Optimisation des réactions catalytiques par l’ATG à haute pression

Frieder Dreisbach
March 28, 2022

Les réactions catalytiques sont présentes partout : des plastiques et du pain à plus de 90% des produits chimiques dans le monde, un nombre incalculable de biens et de matériaux sont fabriqués à l’aide de catalyseurs.1 Les catalyseurs sont des substances capables d’accélérer les réactions chimiques lentes. Les réactions plus rapides sont plus compétitives du point de vue technologique et économique. En outre, les catalyseurs optimisés offrent un énorme potentiel de réduction des consommations d’énergie, de ressources et de limitation des émissions de dioxyde de carbone.

Catalyse hétérogène

Dans les applications industrielles, la catalyse, ou une réaction utilisant un catalyseur, est classée soit comme , où le catalyseur est dans la même phase (généralement liquide) que le réactif, soit comme hétérogène, où souvent un catalyseur solide réagit avec des réactifs fluides (gazeux ou liquides).

La catalyse hétérogène est un processus d’interface, c’est-à-dire que la taille de la surface accessible du catalyseur influence la vitesse de réaction. La majorité des matériaux catalytiquement actifs est constituée de petites particules présentant un rapport surface/masse élevé, permettant une plus grande réactivité avec moins de catalyseur.
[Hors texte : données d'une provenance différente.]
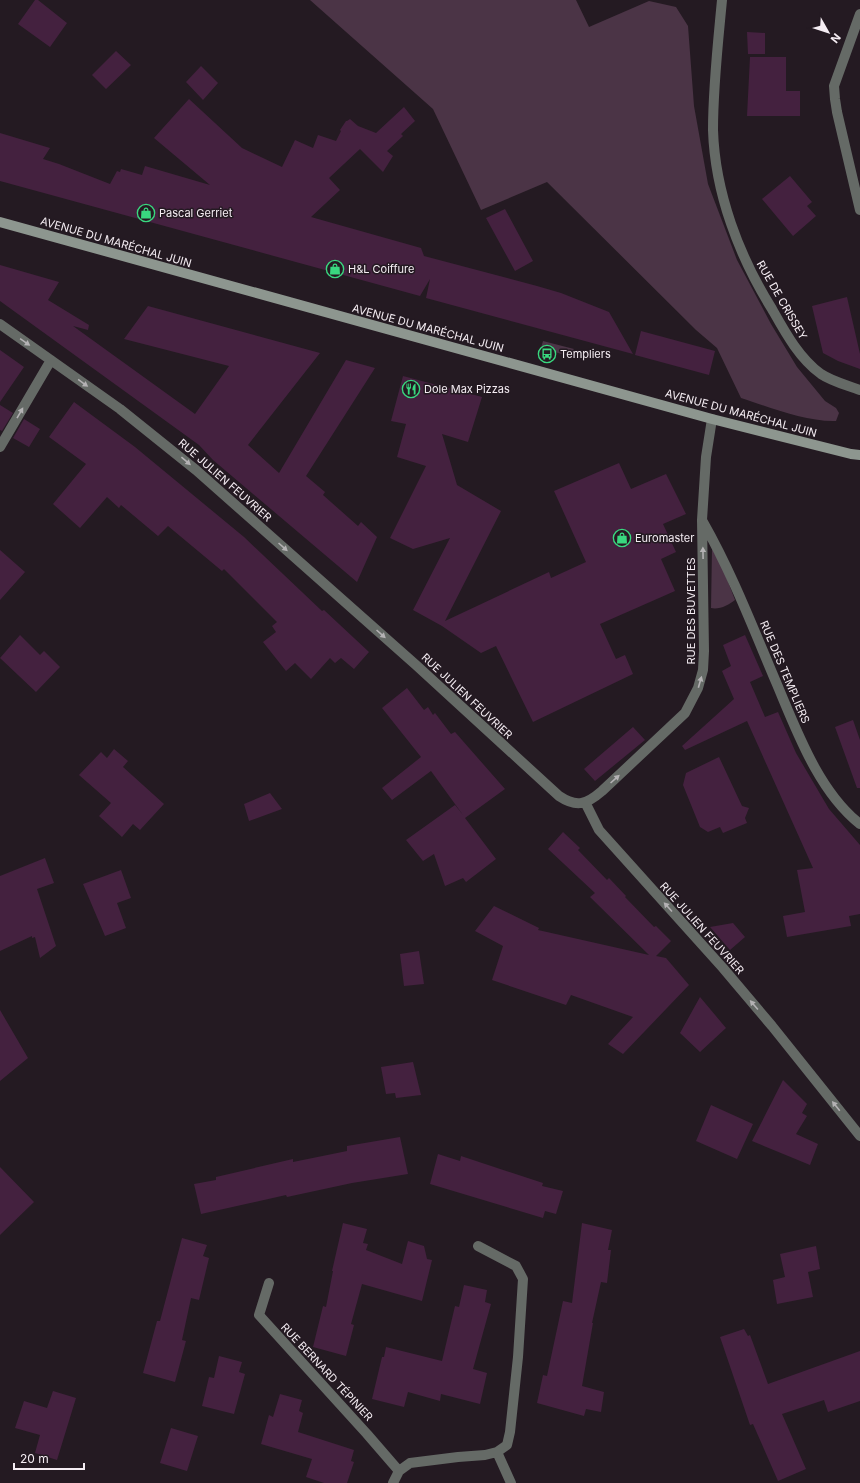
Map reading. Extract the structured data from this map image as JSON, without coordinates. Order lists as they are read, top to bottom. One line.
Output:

Les chercheurs évaluent les taux de réaction dans des conditions d’application en vue d’optimiser leur procédé et de tirer le meilleur parti des matériaux catalytiques coûteux. Grâce à des matériaux catalytiques plus performants, les réactions ont besoin de moins de catalyseur et coûtent donc moins cher, tout en réduisant la consommation énergétique et en exigeant moins de ressources naturelles pour la fabrication des produits.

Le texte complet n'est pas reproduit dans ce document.